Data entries
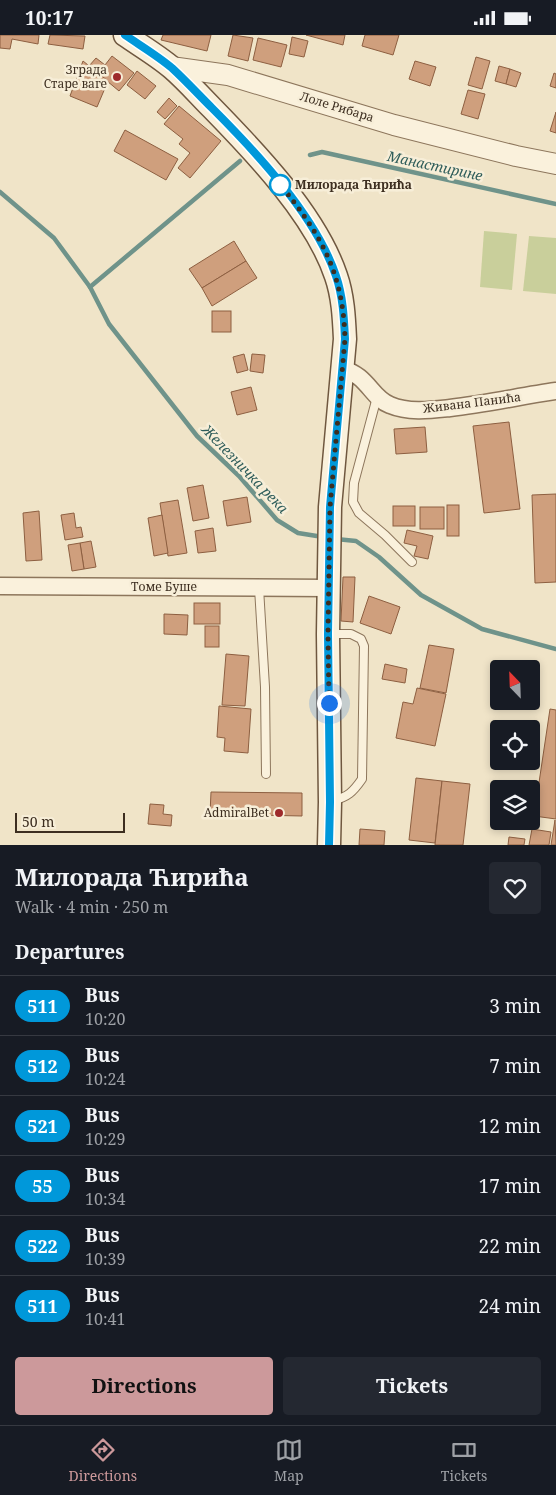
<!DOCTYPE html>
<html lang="en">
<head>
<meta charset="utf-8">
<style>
  :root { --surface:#171b24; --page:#242831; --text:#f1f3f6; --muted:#9ea1a6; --line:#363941; --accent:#cc999b }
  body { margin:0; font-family:"Noto Serif",serif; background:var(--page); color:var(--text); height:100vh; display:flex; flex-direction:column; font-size:19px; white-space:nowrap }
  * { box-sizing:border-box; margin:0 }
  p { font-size:16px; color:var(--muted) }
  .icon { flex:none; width:28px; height:28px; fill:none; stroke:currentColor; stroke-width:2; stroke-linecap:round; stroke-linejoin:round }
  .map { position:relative; height:810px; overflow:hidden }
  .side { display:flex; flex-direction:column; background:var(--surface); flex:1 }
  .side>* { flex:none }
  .badge { padding:0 10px; border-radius:16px; font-size:18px; line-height:32px }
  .needle { width:32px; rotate:337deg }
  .tools { position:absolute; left:490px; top:625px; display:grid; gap:10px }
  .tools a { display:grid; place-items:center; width:50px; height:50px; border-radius:5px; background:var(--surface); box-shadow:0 2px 8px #0003; font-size:25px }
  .scale { position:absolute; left:15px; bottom:12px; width:110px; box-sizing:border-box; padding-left:5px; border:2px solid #3d2e20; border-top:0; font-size:14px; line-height:18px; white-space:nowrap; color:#3d2e20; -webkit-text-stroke:4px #f7eed8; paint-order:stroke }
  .you { position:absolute; width:25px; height:25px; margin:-12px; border:4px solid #fff; border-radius:50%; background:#1a73e8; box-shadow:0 0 0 8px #1a73e833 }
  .map>.badge { position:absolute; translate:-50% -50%; box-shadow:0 0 0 2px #fff }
  h2 { padding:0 15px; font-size:19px; line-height:45px }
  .round { display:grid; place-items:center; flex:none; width:52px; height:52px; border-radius:5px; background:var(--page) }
  .summary { display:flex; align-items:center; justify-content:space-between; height:85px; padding:0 15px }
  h1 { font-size:24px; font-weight:700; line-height:38px }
  .primary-button { display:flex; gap:10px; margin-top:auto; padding:10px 15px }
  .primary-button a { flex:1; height:58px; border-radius:5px; background:var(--accent); color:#111; font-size:20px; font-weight:700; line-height:58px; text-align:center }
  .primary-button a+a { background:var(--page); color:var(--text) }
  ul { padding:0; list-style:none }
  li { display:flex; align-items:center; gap:15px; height:60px; padding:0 15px; border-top:1px solid var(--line) }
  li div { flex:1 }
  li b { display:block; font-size:19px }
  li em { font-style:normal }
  li .badge { min-width:55px; font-weight:700; text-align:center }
  .status { display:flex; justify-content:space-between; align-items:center; height:35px; padding:0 25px; background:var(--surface); direction:ltr }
  .status svg { height:14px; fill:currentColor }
  .tabs { display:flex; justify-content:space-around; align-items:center; height:70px; border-top:1px solid var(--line); background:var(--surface); font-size:14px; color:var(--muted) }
  .tabs a { display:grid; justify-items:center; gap:2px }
  .tabs .current { color:var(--accent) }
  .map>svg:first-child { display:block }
  .green { fill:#c9cf9b }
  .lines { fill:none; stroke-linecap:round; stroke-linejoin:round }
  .stream { stroke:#6f938a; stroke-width:4.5 }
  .building { fill:#cf9f7d; stroke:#8d5f41 }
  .service-casing { stroke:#8d765c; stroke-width:10 }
  .minor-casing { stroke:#8d765c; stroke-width:19 }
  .tertiary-casing { stroke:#8d765c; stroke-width:22 }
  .secondary-casing { stroke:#6f573f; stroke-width:25 }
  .service { stroke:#faf1dc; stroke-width:8 }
  .minor { stroke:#faf1dc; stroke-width:16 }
  .tertiary { stroke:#faf1dc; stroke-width:20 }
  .secondary { stroke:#faf1dc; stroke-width:22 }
  .line-casing { stroke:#fff; stroke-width:11 }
  .line { stroke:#0098da; stroke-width:8 }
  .walk { stroke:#3d2e20; stroke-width:5; stroke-dasharray:0 9 }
  .poi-dot { fill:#9e2a2b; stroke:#f7eed8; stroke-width:2 }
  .stop-dot { fill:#fff; stroke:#0098da; stroke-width:2.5 }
  .labels { text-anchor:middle; stroke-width:5; stroke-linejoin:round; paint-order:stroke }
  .poi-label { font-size:12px; fill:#3d2e20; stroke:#f7eed8; text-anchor:end }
  .street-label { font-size:12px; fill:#3d2e20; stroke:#f7eed8 }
  .stop-label { font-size:12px; font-weight:bold; fill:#3d2e20; stroke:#f7eed8; text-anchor:start }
  .water-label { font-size:14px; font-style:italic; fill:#2f5d5a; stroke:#f7eed8 }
</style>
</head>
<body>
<div class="status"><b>10:17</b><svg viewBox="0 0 49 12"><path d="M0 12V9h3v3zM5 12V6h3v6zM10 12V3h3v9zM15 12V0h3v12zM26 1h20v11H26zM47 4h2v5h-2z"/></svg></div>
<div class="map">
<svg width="556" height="810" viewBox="0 0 556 810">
  <rect width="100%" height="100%" fill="#f0e4c8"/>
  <g class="green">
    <polygon points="484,196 517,199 512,255 480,252"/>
    <polygon points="529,201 556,203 556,259 523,256"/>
  </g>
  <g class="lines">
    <g class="stream">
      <polyline points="310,120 322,117 556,169"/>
      <polyline points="0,157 54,203 90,252 109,289 197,401 239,441 277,485 298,498 323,502"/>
      <polyline points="90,252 240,126"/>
      <polyline points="336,504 356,506 379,522 421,560 482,594 556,614"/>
    </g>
  </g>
  <g class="building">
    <polygon points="0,0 39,0 38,9 12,4 10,14 0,13"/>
    <polygon points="50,0 85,1 83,14 48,9"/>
    <polygon points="163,0 211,0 207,16 161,5"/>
    <polygon points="233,0 253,3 248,26 228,21"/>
    <polygon points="306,0 345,0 343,10"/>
    <polygon points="365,0 399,0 393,20 362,11"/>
    <polygon points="292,2 308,6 304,22 289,19"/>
    <polygon points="258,3 287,10 281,32 253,25"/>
    <polygon points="112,21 134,38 119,56 89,31 96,23 105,30"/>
    <polygon points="476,22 490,26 482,54 468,50"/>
    <polygon points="83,26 108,46 97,72 70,61"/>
    <polygon points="415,26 436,32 430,51 409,44"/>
    <polygon points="499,31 510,34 506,49 495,46"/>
    <polygon points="510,34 521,38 516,52 506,49"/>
    <polygon points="137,36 156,51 145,64 127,50"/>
    <polygon points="554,38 556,39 556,53 550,51"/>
    <polygon points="468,55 485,59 478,84 461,79"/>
    <polygon points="169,63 177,71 165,84 157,77"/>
    <polygon points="179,71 221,106 190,143 178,133 190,118 179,109 183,104 164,89"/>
    <polygon points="556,77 556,98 550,96"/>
    <polygon points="125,95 178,124 166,145 114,116"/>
    <polygon points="234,206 246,226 202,253 189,234"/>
    <polygon points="246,226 257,243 212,271 202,253"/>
    <rect x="212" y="276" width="19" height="21"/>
    <polygon points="244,319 248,335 237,338 233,322"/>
    <polygon points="252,319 265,320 263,338 250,336"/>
    <polygon points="251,352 257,375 237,380 231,357"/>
    <polygon points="509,387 520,474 484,478 473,391"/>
    <polygon points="425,392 427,417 396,419 394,394"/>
    <polygon points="203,450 209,483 193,486 187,453"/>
    <polygon points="556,459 556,547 535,548 532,460"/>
    <polygon points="247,462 251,487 227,491 223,466"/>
    <polygon points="178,465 187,518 168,521 160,468"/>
    <rect x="447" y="470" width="12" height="31"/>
    <rect x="393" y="471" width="22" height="20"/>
    <rect x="420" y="472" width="24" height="22"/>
    <polygon points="39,476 42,525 26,526 23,478"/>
    <polygon points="74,478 76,493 81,492 83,502 65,505 61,480"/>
    <polygon points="162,480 168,518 154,521 148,483"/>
    <polygon points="213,493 216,516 198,518 195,496"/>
    <polygon points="407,495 433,501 428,524 414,521 417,511 404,508"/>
    <polygon points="91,506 96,532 84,534 80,508"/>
    <polygon points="80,508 84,534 72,536 68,510"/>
    <polygon points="343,542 355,542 353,587 341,586"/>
    <polygon points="369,561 400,572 391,599 360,588"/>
    <rect x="194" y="568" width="26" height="21"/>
    <polygon points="164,579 188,580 187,600 164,599"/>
    <rect x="205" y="591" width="14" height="21"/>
    <polygon points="429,610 454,614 446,658 420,653"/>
    <polygon points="226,619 249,621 245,671 222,670"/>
    <polygon points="385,629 407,634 405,648 382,644"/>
    <polygon points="417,653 446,659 435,711 396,703 403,667 413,669"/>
    <polygon points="219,671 251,674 248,718 224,716 225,703 217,702"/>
    <polygon points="550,674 556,675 556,784 534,781"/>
    <polygon points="416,743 442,746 435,808 409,805"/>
    <polygon points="442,746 470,749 463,810 435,810"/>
    <polygon points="211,757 302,758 302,781 210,779"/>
    <polygon points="150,769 164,770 163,779 172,780 171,791 148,789"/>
    <polygon points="555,785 556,810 551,810"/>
    <polygon points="360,794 385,796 384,810 359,810"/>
    <polygon points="532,794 551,797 549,810 529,810"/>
    <polygon points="509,802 525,804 524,810 508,810"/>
  </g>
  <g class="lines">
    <defs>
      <g id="service">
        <polyline points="377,362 354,448 353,467 359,478 385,500 412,527"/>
        <polyline points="259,553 265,652 266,739"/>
        <path d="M331,599H351L361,604L364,611L362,744C353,757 348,762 332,766"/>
      </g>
      <g id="minor">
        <path d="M342,334C368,340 371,363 390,370C409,378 431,375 450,373C486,369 521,361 556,356"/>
        <polyline points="0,551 328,553"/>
      </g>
      <polyline id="tertiary" points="171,32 228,40 394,90 516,121 556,129"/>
      <path id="secondary" d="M125,0C141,11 158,21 172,33C186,45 199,60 212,73C256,118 316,181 336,241C343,261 344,283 345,304L330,472L328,599L330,767L329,810"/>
    </defs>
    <use href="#service" class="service-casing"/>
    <use href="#minor" class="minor-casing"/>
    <use href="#tertiary" class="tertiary-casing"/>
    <use href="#secondary" class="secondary-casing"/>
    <use href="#service" class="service"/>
    <use href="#minor" class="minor"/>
    <use href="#tertiary" class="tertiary"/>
    <use href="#secondary" class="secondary"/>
  </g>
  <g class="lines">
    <defs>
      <path id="line" d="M125,0C141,11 158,21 172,33C186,46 199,60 212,73C256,117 316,181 336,241C343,261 344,283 345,304L330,472L328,599L330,767L329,810"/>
    </defs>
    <use href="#line" class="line-casing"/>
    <use href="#line" class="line"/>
    <path class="walk" d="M280,150L276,144C319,198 343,233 345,304L330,472L328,599L329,668"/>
  </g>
  <g class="poi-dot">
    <circle cx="117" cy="42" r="5"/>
    <circle cx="279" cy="778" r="5"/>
  </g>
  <circle class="stop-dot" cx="280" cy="150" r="10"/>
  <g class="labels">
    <g class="poi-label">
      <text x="107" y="39">Зграда<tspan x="107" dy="14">Старе ваге</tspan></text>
      <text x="269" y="782">AdmiralBet</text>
    </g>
    <g class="street-label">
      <text transform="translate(337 72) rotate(17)" y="4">Лоле Рибара</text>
      <text transform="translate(472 368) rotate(-7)" y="4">Живана Панића</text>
      <text x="164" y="556">Томе Буше</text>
    </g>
    <g class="stop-label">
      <text x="295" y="154">Милорада Ћирића</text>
    </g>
    <g class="water-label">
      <text transform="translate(435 131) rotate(12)" y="5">Манастирине</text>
      <text transform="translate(245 434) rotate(46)" y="5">Железничка река</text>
    </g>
  </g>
</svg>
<div class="tools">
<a><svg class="needle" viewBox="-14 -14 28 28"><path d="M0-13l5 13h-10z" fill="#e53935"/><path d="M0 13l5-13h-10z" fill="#9ea1a6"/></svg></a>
<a><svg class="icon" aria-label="locate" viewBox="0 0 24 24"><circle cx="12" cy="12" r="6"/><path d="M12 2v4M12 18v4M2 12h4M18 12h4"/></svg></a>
<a><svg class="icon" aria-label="layers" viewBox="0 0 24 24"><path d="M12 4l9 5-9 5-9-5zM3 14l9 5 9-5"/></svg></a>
</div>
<div class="scale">50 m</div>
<div class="you" style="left:329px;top:668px"></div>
</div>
<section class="side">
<div class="summary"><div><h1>Милорада Ћирића</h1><p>Walk · 4 min · 250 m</p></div><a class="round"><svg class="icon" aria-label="heart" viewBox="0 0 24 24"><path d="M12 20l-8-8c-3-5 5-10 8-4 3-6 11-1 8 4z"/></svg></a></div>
<h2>Departures</h2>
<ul>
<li><span class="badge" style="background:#0098da;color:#fff">511</span><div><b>Bus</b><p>10:20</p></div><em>3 min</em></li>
<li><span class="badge" style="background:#0098da;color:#fff">512</span><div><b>Bus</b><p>10:24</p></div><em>7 min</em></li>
<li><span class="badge" style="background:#0098da;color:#fff">521</span><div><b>Bus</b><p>10:29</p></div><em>12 min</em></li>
<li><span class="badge" style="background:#0098da;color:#fff">55</span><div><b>Bus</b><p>10:34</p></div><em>17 min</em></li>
<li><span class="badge" style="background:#0098da;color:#fff">522</span><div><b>Bus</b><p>10:39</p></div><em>22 min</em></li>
<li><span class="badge" style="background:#0098da;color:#fff">511</span><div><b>Bus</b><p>10:41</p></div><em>24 min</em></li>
</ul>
<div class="primary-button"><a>Directions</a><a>Tickets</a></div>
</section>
<nav class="tabs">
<a class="current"><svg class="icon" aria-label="directions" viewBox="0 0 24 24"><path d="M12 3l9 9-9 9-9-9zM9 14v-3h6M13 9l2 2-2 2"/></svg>Directions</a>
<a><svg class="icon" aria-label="map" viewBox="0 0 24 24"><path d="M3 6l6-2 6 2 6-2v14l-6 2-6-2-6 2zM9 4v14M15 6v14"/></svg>Map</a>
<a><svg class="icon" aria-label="tickets" viewBox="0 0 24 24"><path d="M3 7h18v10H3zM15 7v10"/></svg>Tickets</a>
</nav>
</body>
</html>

▶ _What to produce_
In the entries above, find the line with "position:absolute; left:490px; top:625px;" and the line with "flex:1; height:58px; border-radius:5px;", then set down exactly those two and every line between them, nothing else.

▶ _Response to this exercise_
  .tools { position:absolute; left:490px; top:625px; display:grid; gap:10px }
  .tools a { display:grid; place-items:center; width:50px; height:50px; border-radius:5px; background:var(--surface); box-shadow:0 2px 8px #0003; font-size:25px }
  .scale { position:absolute; left:15px; bottom:12px; width:110px; box-sizing:border-box; padding-left:5px; border:2px solid #3d2e20; border-top:0; font-size:14px; line-height:18px; white-space:nowrap; color:#3d2e20; -webkit-text-stroke:4px #f7eed8; paint-order:stroke }
  .you { position:absolute; width:25px; height:25px; margin:-12px; border:4px solid #fff; border-radius:50%; background:#1a73e8; box-shadow:0 0 0 8px #1a73e833 }
  .map>.badge { position:absolute; translate:-50% -50%; box-shadow:0 0 0 2px #fff }
  h2 { padding:0 15px; font-size:19px; line-height:45px }
  .round { display:grid; place-items:center; flex:none; width:52px; height:52px; border-radius:5px; background:var(--page) }
  .summary { display:flex; align-items:center; justify-content:space-between; height:85px; padding:0 15px }
  h1 { font-size:24px; font-weight:700; line-height:38px }
  .primary-button { display:flex; gap:10px; margin-top:auto; padding:10px 15px }
  .primary-button a { flex:1; height:58px; border-radius:5px; background:var(--accent); color:#111; font-size:20px; font-weight:700; line-height:58px; text-align:center }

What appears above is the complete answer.